Researchers at UC San Francisco and UC San Diego have mapped out how hundreds of mutations involved in two types of cancer affect the activity of proteins that are the ultimate actors behind the disease. The work points the way to identifying new precision treatments that may avoid the side effects common with much current chemotherapy.
“This is an entirely new way to do cancer research,” said Nevan Krogan, PhD, director of the UCSF Quantitative Biosciences Institute who is co-senior author, along with Trey Ideker, PhD, professor at UC San Diego School of Medicine, on a set of three related papers that appear Sept. 30, 2021, in Science. “We realized we need another way to look at cancer that takes it a step beyond DNA.”
Krogan and Ideker look to proteins, which carry out the vast majority of functions in the body – and which take on a collection of forms that far outnumber our genes, providing a much more expansive view of the activity underlying cancer.

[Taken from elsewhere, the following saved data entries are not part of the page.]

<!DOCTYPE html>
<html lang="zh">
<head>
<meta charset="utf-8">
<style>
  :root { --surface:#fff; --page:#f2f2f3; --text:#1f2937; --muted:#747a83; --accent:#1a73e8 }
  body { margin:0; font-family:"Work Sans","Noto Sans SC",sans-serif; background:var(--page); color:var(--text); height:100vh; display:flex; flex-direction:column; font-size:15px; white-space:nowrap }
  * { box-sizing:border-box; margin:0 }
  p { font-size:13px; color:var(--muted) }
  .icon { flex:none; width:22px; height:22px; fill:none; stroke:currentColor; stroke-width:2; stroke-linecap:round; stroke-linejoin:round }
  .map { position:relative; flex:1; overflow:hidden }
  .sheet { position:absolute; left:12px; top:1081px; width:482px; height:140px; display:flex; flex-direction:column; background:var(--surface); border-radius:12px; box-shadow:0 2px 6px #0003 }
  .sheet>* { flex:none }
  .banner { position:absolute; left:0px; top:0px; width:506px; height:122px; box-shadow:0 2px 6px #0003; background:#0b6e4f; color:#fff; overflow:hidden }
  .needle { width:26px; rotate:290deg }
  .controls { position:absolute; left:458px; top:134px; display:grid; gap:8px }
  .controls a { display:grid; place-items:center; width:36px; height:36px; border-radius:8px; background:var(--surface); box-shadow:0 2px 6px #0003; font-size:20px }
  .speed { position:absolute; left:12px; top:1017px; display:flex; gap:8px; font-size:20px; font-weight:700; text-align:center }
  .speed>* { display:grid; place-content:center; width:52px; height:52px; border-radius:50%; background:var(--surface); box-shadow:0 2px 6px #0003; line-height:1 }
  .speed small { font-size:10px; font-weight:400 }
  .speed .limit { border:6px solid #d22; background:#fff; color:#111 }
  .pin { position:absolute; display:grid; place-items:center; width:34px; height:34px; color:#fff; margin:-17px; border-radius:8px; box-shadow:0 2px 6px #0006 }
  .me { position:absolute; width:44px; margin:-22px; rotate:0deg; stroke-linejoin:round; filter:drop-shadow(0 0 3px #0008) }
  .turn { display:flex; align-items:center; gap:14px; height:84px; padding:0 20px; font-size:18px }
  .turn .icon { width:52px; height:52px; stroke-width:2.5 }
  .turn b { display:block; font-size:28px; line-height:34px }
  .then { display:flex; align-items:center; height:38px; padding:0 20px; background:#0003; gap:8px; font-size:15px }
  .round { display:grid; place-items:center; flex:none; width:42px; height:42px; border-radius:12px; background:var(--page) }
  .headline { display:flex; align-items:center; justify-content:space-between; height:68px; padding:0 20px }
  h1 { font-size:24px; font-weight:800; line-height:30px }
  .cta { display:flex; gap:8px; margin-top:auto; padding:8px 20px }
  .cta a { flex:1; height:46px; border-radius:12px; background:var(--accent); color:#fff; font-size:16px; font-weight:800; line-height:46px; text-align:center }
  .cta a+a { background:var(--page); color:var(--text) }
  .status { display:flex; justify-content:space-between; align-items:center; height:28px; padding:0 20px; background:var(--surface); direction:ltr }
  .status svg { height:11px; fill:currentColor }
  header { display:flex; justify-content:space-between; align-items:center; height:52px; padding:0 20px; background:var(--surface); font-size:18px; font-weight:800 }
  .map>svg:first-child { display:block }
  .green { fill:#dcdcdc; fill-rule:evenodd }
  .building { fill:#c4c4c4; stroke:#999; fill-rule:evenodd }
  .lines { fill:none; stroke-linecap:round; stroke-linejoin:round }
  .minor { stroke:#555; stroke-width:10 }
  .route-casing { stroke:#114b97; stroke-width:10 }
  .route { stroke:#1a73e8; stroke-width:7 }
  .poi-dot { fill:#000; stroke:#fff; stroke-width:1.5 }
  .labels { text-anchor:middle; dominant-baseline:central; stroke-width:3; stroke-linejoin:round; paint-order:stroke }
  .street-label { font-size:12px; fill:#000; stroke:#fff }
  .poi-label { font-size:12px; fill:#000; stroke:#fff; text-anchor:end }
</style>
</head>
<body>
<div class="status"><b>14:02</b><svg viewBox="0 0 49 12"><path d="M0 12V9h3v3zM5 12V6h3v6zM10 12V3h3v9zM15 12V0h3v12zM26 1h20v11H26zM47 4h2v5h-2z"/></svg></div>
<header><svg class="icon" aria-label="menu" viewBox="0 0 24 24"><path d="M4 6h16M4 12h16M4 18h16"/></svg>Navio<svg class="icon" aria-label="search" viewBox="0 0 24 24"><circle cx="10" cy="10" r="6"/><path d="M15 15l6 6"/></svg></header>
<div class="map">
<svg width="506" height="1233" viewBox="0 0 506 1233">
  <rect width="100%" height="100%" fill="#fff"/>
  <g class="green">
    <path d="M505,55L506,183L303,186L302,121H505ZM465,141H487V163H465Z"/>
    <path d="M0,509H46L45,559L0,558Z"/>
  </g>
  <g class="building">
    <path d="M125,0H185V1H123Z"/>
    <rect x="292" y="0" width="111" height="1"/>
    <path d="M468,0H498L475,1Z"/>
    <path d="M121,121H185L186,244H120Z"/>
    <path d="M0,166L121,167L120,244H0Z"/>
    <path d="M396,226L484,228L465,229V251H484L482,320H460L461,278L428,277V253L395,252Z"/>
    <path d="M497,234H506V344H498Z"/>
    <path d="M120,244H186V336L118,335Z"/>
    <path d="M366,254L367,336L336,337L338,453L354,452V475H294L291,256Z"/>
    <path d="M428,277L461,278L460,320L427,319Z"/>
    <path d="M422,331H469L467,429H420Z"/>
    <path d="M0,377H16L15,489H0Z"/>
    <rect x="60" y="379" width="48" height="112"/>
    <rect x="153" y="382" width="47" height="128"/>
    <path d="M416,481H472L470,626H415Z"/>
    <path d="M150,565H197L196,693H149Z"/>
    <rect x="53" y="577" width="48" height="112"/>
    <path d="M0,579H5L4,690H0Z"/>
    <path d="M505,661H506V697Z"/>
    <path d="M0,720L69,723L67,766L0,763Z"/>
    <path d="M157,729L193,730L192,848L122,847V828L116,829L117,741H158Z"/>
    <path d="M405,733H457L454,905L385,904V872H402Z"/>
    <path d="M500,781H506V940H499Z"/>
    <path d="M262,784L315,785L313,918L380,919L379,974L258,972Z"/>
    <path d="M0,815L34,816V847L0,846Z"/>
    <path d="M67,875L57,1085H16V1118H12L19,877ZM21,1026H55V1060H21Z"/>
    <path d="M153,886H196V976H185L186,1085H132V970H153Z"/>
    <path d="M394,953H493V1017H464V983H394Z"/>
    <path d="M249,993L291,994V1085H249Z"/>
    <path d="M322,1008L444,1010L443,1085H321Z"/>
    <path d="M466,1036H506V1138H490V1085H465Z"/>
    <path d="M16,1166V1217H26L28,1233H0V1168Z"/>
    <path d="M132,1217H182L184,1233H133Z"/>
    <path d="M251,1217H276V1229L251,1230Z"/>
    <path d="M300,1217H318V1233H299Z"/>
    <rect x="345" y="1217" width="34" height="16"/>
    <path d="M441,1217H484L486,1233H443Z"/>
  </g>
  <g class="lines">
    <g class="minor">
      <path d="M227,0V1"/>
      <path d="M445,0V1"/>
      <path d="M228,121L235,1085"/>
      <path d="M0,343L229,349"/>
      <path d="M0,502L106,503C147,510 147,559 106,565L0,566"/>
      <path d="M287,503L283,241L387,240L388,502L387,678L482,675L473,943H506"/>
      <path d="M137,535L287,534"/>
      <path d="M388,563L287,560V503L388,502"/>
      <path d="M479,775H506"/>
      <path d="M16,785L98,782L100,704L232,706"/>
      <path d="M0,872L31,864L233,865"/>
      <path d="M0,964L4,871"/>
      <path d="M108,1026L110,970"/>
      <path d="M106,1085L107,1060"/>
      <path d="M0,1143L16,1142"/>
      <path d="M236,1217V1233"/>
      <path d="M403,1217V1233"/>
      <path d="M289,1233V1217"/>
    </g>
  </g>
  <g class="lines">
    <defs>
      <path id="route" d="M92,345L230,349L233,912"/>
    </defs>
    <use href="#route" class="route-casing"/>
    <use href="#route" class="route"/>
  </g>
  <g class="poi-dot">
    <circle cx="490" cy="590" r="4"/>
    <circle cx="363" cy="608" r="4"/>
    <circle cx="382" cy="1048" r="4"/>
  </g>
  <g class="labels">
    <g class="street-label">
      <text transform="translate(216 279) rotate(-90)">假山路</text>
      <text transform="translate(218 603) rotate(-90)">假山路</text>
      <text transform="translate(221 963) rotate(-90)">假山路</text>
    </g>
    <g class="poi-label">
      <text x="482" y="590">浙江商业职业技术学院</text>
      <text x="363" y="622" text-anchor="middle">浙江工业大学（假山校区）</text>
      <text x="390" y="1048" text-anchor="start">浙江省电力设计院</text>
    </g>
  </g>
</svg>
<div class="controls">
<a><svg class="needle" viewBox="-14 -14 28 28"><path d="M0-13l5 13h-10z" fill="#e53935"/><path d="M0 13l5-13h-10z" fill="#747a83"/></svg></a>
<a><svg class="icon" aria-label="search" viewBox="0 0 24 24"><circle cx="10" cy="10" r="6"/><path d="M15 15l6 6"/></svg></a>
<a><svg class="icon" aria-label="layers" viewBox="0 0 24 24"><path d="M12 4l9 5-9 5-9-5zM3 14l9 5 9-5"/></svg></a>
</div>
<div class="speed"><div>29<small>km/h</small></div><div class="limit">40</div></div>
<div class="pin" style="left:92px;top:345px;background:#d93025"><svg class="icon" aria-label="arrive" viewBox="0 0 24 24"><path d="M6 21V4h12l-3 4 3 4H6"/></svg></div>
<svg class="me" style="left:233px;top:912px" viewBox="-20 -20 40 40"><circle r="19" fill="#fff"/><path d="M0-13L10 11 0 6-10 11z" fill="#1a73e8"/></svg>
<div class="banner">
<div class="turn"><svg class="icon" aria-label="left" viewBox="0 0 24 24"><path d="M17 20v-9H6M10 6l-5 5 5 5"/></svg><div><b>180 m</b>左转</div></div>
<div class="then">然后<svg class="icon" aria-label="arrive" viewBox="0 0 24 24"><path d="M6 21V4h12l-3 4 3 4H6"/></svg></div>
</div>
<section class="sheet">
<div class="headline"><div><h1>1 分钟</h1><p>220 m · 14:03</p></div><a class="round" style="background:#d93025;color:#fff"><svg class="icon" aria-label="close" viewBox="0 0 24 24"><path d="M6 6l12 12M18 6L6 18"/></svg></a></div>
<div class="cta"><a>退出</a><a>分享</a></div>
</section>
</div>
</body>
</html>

“We’re elevating the conversation about cancer from individual genes to proteins, allowing us to look at how the varying mutations we see in patients can have the same effects on protein function,” said Ideker, noting that this work represents new technological capacity to explain the effects mutations in a more precise way. “We’ve produced the first map looking at cancer through the lens of interactions between proteins.”
The effort to map these effects, dubbed Cancer Cell Map Initiative (CCMI), is revealing, on a monumental scale, genetic patterns and organizing principles that underlie the disease and potential new ways to tackle it.
Looking Beyond Gene Mutations to Protein Disruptions
Our genes contain instructions for building proteins, which then interact with other proteins, almost always in large groups called complexes. These protein complexes often regulate an activity or turn a function on or off. If the underlying gene has a mutation, the resulting protein complexes will as well.